Interview of a primary school Principal who ensured cent-percent attendance of studentsI was waiting for the Principal outside his room when an elderly gentleman came out from the teacher's room and wished me. I introduced myself and told him that I had an appointment with the Principal. He guided me inside and told me to wait as the Principal had gone out to meet some parents. "Please wait, sir. He will be back any minute. Since you have the appointment, he won't keep you waiting', he told as he walked away.
In a few seconds, a short structured gentleman walked in smiling. I got up and wished him. Returning the greeting he said, 'I am sorry to have kept you waiting. Shall we start'? and took his seat.
Me: Sir, I consider it my personal honour to have been chosen by our editor to interview you. Congratulations to you sir for achieving this feat of getting every child of this village to attend classes daily. And what better it can be than to begin the interview by asking you how you managed to do it. Sir, it would be nice if you could include the situation when you joined here.
He: As you can see, this is a very small village and the people here are basically farmers. The total strength of this school as of now is 200 students. It was almost the same when I joined but the problem was that most of the students were not regular. I knew it was a difficult task to ensure daily attendance of all the students but I took it on as my responsibility, not to the school or to myself but to the society. I, with the support of other teachers and also our non-teaching staff, had to do a lot of homework and spadework before getting into the job. Making the parents understand the importance of their wards joining the school and attending the classes and convincing them was not easy. More difficult was to force the students who have been habituated to skipping classes to attend school without fail. The situation and circumstances were such that it could not be done in a day. I had to take steps to improve the infrastructure and facilities of the school first.
Me (interrupting): Sorry to interrupt you but I would also like to know how the authorities helped you?
He (smiling): To be frank, convincing the authorities was more difficult than convincing the parents and students. I had to contact so many people and had to go and meet them quite often. In the beginning, they were sort of amused at my enthusiasm and probably thought that I was trying to prove myself since this was my first posting as the Principal. It took a lot of time and efforts to make them understand that my aim was to ensure that the students who have enrolled in the school should not be refused the opportunity to learn. I met the DEO many times and forwarded letters to the higher authorities, including the State Minister for Education, through proper channel. I was lucky in that the local authorities and the MLA representing the constituency of which this village is a part grew up to be supportive after the initial hesitation. Once the infrastructure and facilities including filling up of teachers vacancies were put in place, I could manage to enhance the interest of the students as well as parents and the attendance rate gradually improved and today, as you all know, this is one of the few schools in such rural areas which has almost cent-per cent attendance daily.

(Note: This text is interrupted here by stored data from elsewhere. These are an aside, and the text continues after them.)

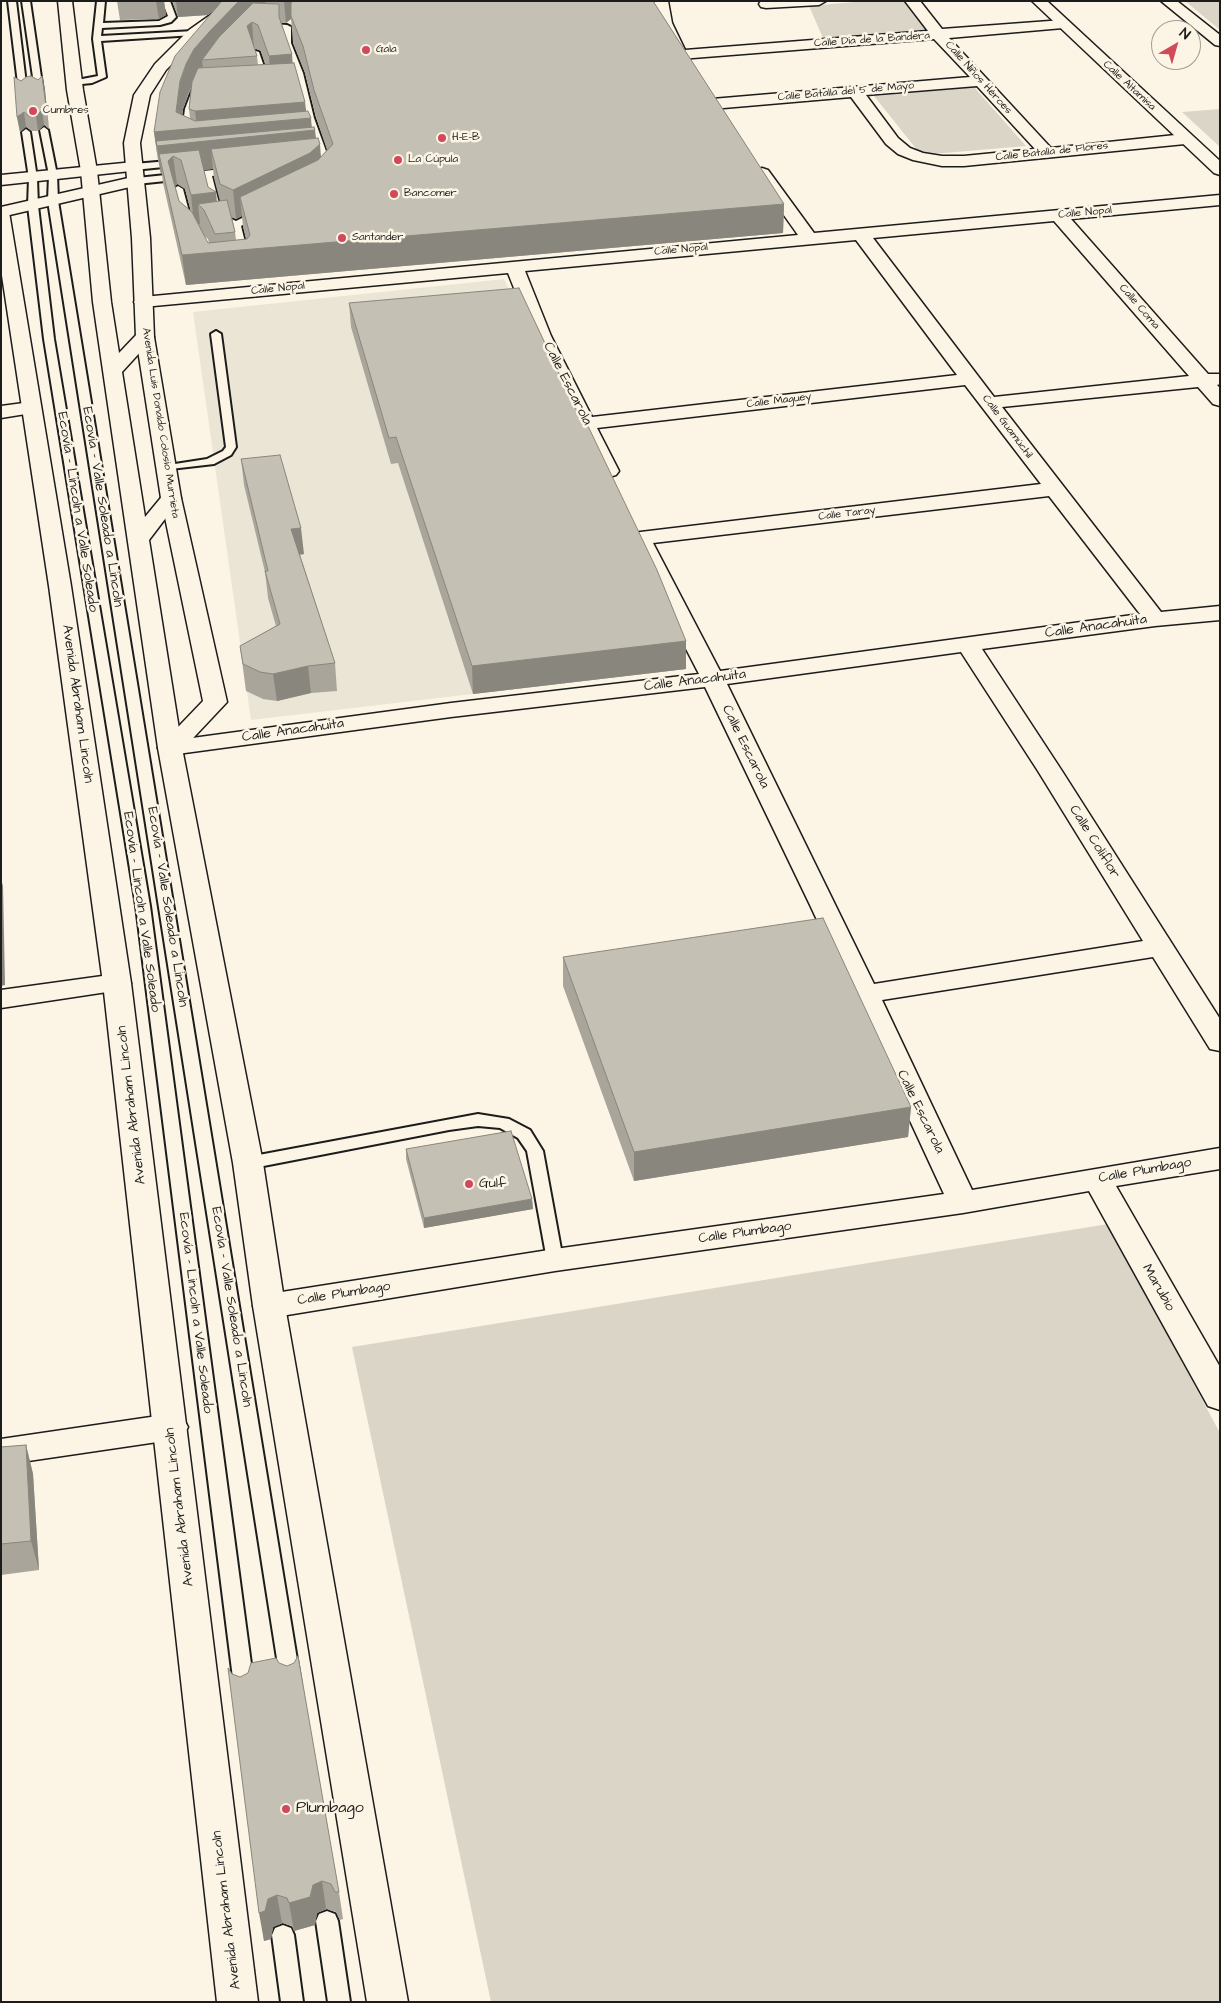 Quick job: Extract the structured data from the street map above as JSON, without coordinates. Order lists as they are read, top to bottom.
{
  "streets": {
    "street": [
      "Calle Día de la Bandera",
      "Calle Niños Héroes",
      "Calle Altamisa",
      "Calle Batalla del 5 de Mayo",
      "Calle Batalla de Flores",
      "Calle Nopal",
      "Calle Coma",
      "Calle Escarola",
      "Calle Maguey",
      "Avenida Luis Donaldo Colosio Murrieta",
      "Calle Guamúchil",
      "Calle Taray",
      "Calle Anacahuita",
      "Avenida Abraham Lincoln",
      "Calle Coliflor",
      "Calle Plumbago",
      "Marubio"
    ],
    "lane": ["Ecovía - Valle Soleado a Lincoln", "Ecovía - Lincoln a Valle Soleado"]
  },
  "crossings": [
    ["Calle Día de la Bandera", "Calle Niños Héroes"],
    ["Calle Día de la Bandera", "Calle Altamisa"],
    ["Calle Niños Héroes", "Calle Batalla del 5 de Mayo"],
    ["Calle Niños Héroes", "Calle Batalla de Flores"],
    ["Calle Altamisa", "Calle Batalla de Flores"],
    ["Calle Batalla del 5 de Mayo", "Calle Batalla de Flores"],
    ["Calle Nopal", "Calle Coma"],
    ["Calle Nopal", "Calle Escarola"],
    ["Calle Nopal", "Avenida Luis Donaldo Colosio Murrieta"],
    ["Calle Nopal", "Calle Guamúchil"],
    ["Calle Escarola", "Calle Maguey"],
    ["Calle Escarola", "Calle Taray"],
    ["Calle Escarola", "Calle Anacahuita"],
    ["Calle Escarola", "Calle Plumbago"],
    ["Calle Maguey", "Calle Guamúchil"],
    ["Avenida Luis Donaldo Colosio Murrieta", "Calle Anacahuita"],
    ["Calle Guamúchil", "Calle Taray"],
    ["Calle Guamúchil", "Calle Anacahuita"],
    ["Calle Anacahuita", "Calle Coliflor"],
    ["Calle Plumbago", "Marubio"]
  ],
  "places": [
    "Gala",
    "Cumbres",
    "H-E-B",
    "La Cúpula",
    "Bancomer",
    "Santander",
    "Gulf",
    "Plumbago"
  ],
  "north": "top right"
} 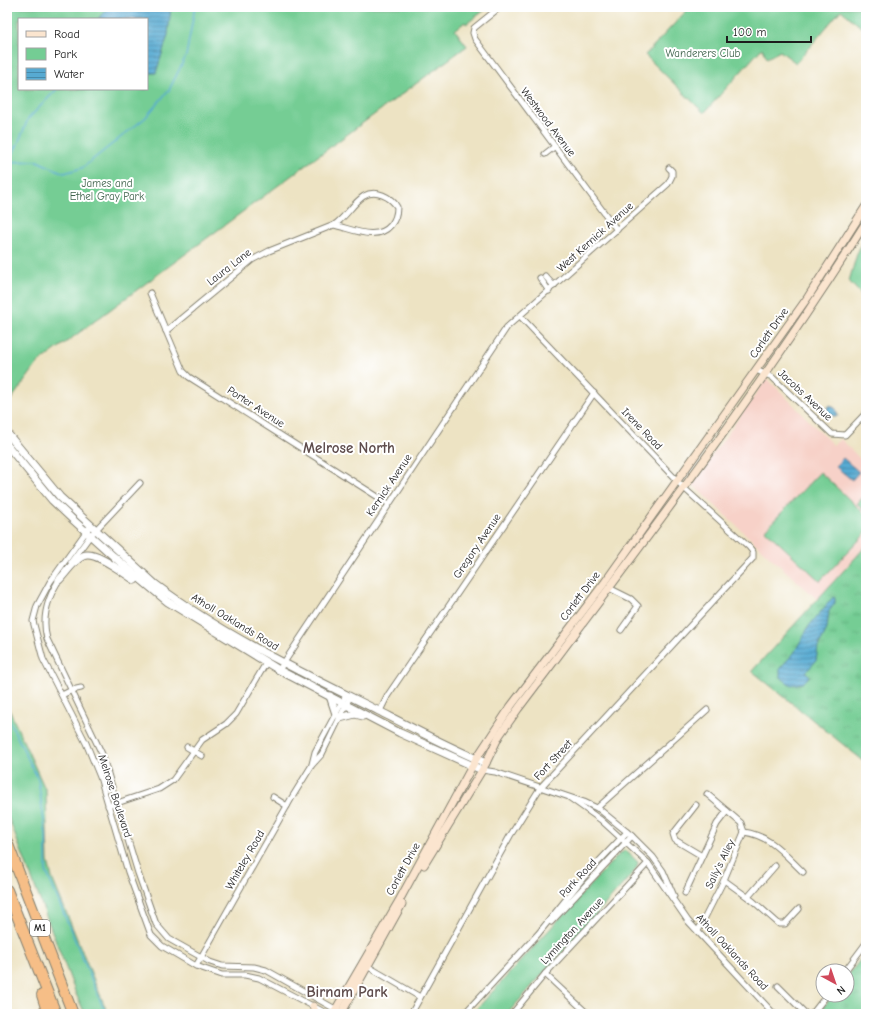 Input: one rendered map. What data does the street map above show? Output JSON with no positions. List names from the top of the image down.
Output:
{
  "streets": {
    "highway": ["M1"],
    "main road": ["Corlett Drive"],
    "street": [
      "Westwood Avenue",
      "West Kernick Avenue",
      "Laura Lane",
      "Jacobs Avenue",
      "Porter Avenue",
      "Irene Road",
      "Kernick Avenue",
      "Gregory Avenue",
      "Atholl Oaklands Road",
      "Fort Street",
      "Melrose Boulevard",
      "Whiteley Road",
      "Sally's Alley",
      "Park Road",
      "Lymington Avenue"
    ]
  },
  "crossings": [
    ["Westwood Avenue", "West Kernick Avenue"],
    ["West Kernick Avenue", "Irene Road"],
    ["West Kernick Avenue", "Kernick Avenue"],
    ["Laura Lane", "Porter Avenue"],
    ["Corlett Drive", "Jacobs Avenue"],
    ["Corlett Drive", "Irene Road"],
    ["Corlett Drive", "Atholl Oaklands Road"],
    ["Corlett Drive", "Melrose Boulevard"],
    ["Porter Avenue", "Kernick Avenue"],
    ["Irene Road", "Kernick Avenue"],
    ["Irene Road", "Gregory Avenue"],
    ["Irene Road", "Fort Street"],
    ["Kernick Avenue", "Atholl Oaklands Road"],
    ["Gregory Avenue", "Atholl Oaklands Road"],
    ["Atholl Oaklands Road", "Fort Street"],
    ["Atholl Oaklands Road", "Melrose Boulevard"],
    ["Atholl Oaklands Road", "Whiteley Road"],
    ["Atholl Oaklands Road", "Sally's Alley"],
    ["Atholl Oaklands Road", "Park Road"],
    ["Atholl Oaklands Road", "Lymington Avenue"],
    ["Melrose Boulevard", "Whiteley Road"]
  ],
  "districts": ["Melrose North", "Birnam Park"],
  "parks": ["Wanderers Club", "James and Ethel Gray Park"],
  "legend": ["Road", "Park", "Water"],
  "scale_bar": "100 m",
  "north": "bottom right"
} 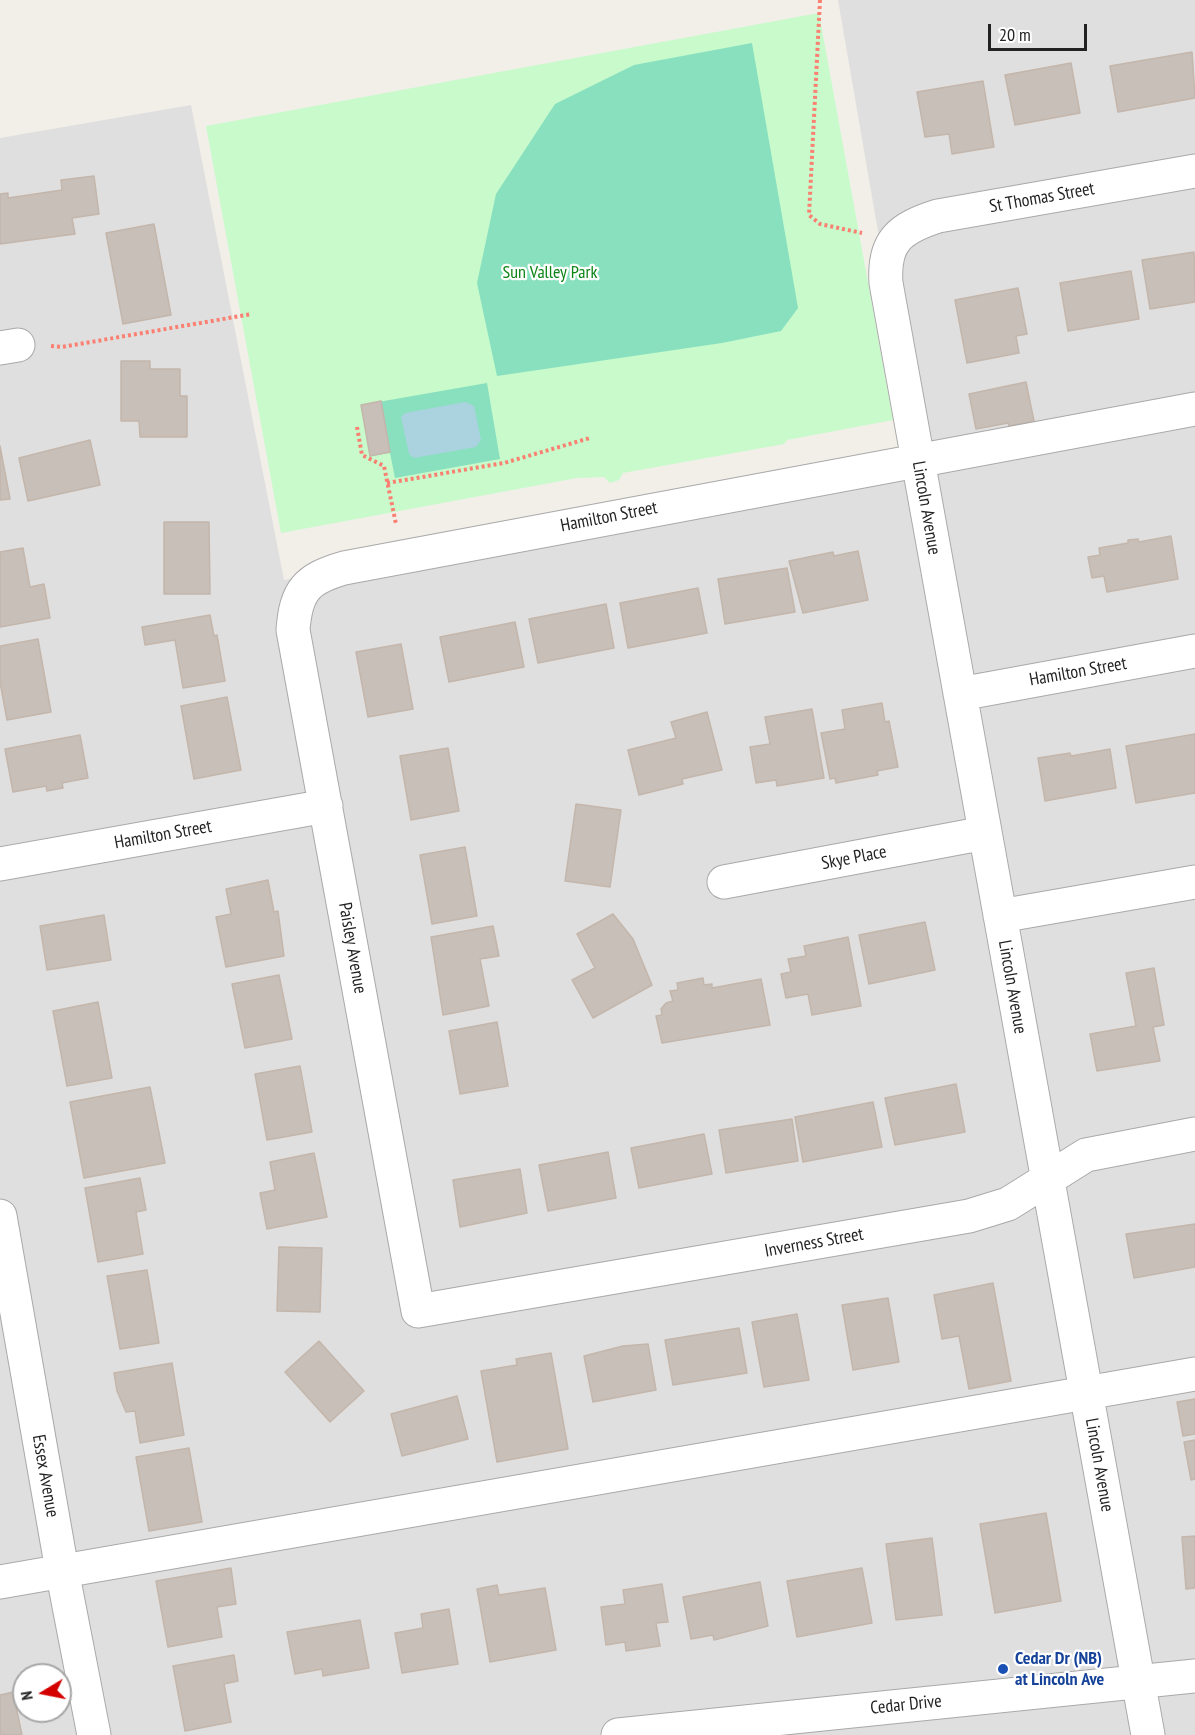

Me: I agree with you, sir. Convincing our authorities is indeed a tough job. What is the attitude of the parents now? And how about the quality of students?
He: We cannot blame the parents. Most of them are illiterate. And since they are earning their daily bread through farming and other small chores they are not really bothered about the education part. They think that if they could live comfortably without education, their children can also very well do so without much education. Even those few who are aware of the benefits of educating their children think that it is beyond their capacity to send the kids for higher education and some even maintain that earning a job is not easy for people like them. So, our primary effort was to convey that their perceptions were wrong. We had to open the world to them to see.
As far as the students are concerned, they never took school or studies seriously. For them, it was just a part of their routine. And I am sorry to say that teachers posted to schools like this are also to be blamed. Most of them consider their posting to rural areas to be punishments and do not show any interest in their profession. Lack of the sufficient number of teachers and those available making it a habit to skip classes do have negative effects on the students too. Only dedicated teachers and those who have a passion for this profession can actually tempt the students to attend classes regularly and to develop an interest in studies. My experience says that once the students start feeling that the teachers are serious and they are putting in efforts to teach them and that it is being done for their good, the students will naturally become dedicated. See, it is like a chain. Teachers and staff of the school, parents, students, the local authorities, senior citizens and all of us have a role to play. You have to ensure that it does not break in between.
After a few more questions I thanked him for sparing his valuable time and bid him a good day. Before saying goodbye he reminded me to put a photograph of the school along with the interview when it is published.